# PyEumap - Overlay Demonstration

In this tutorial, we will use the pyeumap package to overlay all the points of a vector layer (*geopackage file*) on several raster layers (*geotiff files*), using the **SpaceOverlay** and **SpaceTimeOverlay** classes to handle with timeless and temporal layers, respectively. 

In our dataset the elevation and slope, based on digital terrain model, are timeless and the landsat composites (7 spectral bands, 4 seasons and 3 percentiles) and night light (VIIRS Night Band) layers are temporal (from 2000 to 2020).

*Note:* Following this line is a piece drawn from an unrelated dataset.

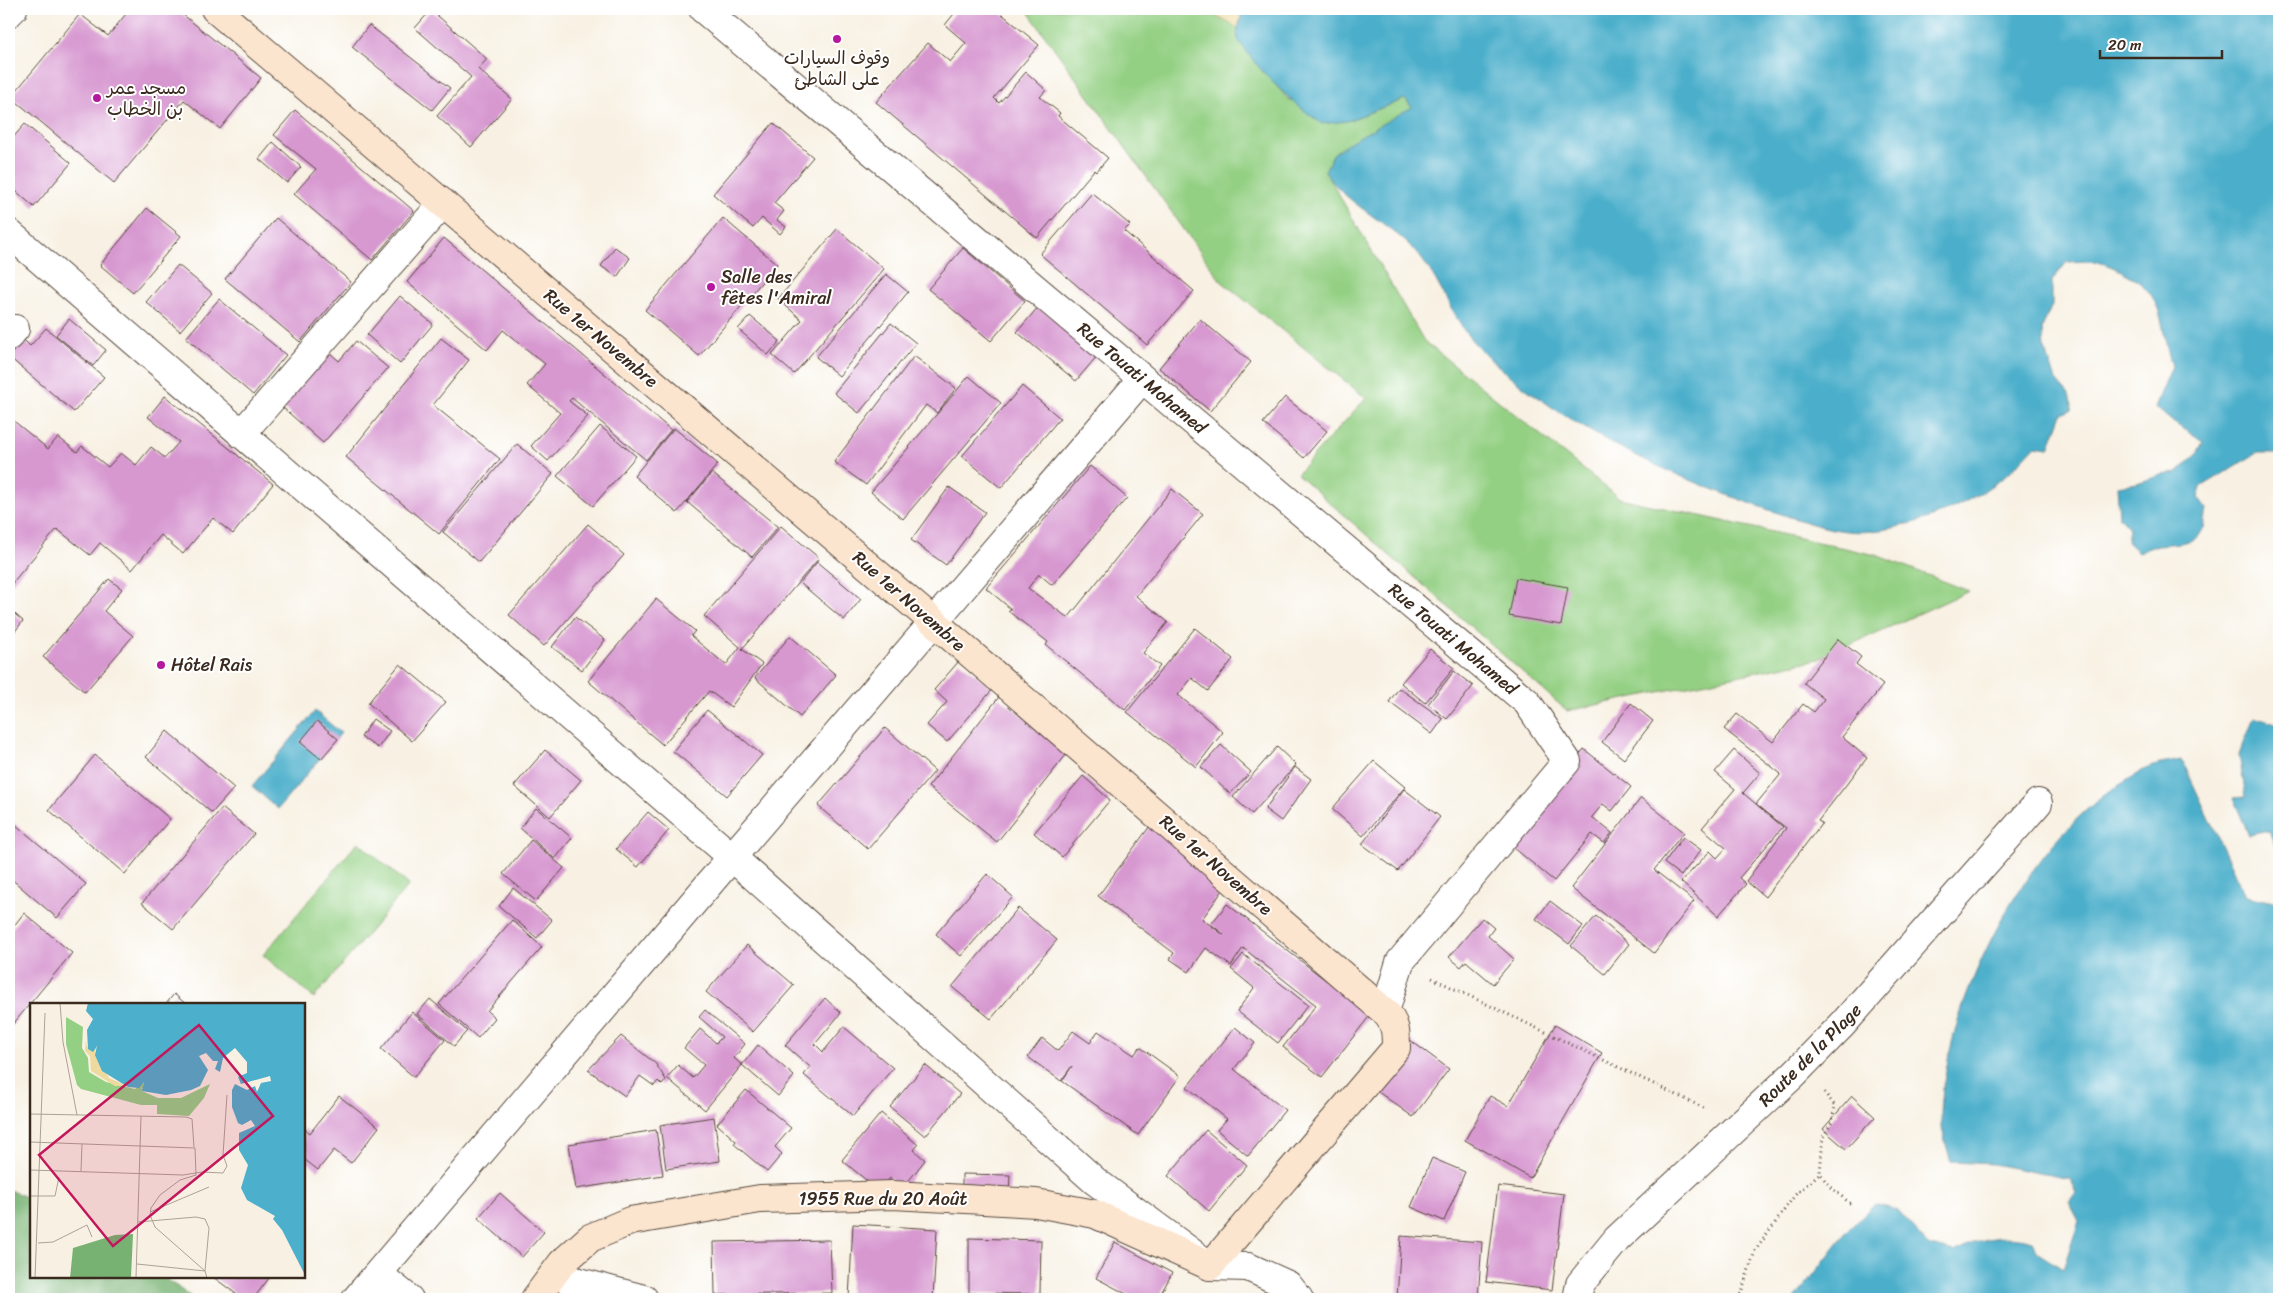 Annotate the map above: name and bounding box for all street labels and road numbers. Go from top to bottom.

First, let's import the necessary modules

In [1]:
import os
from pathlib import Path
import sys

import pandas as pd
import geopandas as gpd

# Add the repository root in the path
# If the pyeumap isn't instaled you should do it   
sys.path.append('../../')

from pyeumap.overlay import SpaceOverlay, SpaceTimeOverlay

## Dataset 

Our dataset refers to 1 tile, located in Sweden, extracted from a tiling system created for European Union (7,042 tiles) by [GeoHarmonizer Project](https://opendatascience.eu).

In [2]:
from pyeumap import datasets

tile = datasets.TILES[0]
datasets.get_data(tile+'_rasters_gapfilled.zip')

data_root = datasets.DATA_ROOT_NAME
tile_dir = Path(os.getcwd()).joinpath(data_root,tile)

644.77 MB downloaded, unpacking...                    
Download complete.


For this tile we have a **geopackage** file containing the points

In [3]:
datasets.get_data(tile+'_landcover_samples.gpkg')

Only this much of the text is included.